**Assignment:**
Make an exact copy of every entry.

[Recorded data]
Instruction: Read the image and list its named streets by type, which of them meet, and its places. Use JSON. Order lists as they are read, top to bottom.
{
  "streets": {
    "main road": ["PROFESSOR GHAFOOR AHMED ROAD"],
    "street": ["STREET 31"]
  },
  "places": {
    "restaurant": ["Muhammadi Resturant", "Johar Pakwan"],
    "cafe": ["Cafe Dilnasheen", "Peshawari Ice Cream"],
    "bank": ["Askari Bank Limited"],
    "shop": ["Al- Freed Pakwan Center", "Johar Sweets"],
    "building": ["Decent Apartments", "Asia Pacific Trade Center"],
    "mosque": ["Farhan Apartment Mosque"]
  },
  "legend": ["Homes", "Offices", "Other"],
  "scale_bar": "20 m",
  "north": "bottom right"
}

**Solution to this problem:**
Instruction: Read the image and list its named streets by type, which of them meet, and its places. Use JSON. Order lists as they are read, top to bottom.
{
  "streets": {
    "main road": ["PROFESSOR GHAFOOR AHMED ROAD"],
    "street": ["STREET 31"]
  },
  "places": {
    "restaurant": ["Muhammadi Resturant", "Johar Pakwan"],
    "cafe": ["Cafe Dilnasheen", "Peshawari Ice Cream"],
    "bank": ["Askari Bank Limited"],
    "shop": ["Al- Freed Pakwan Center", "Johar Sweets"],
    "building": ["Decent Apartments", "Asia Pacific Trade Center"],
    "mosque": ["Farhan Apartment Mosque"]
  },
  "legend": ["Homes", "Offices", "Other"],
  "scale_bar": "20 m",
  "north": "bottom right"
}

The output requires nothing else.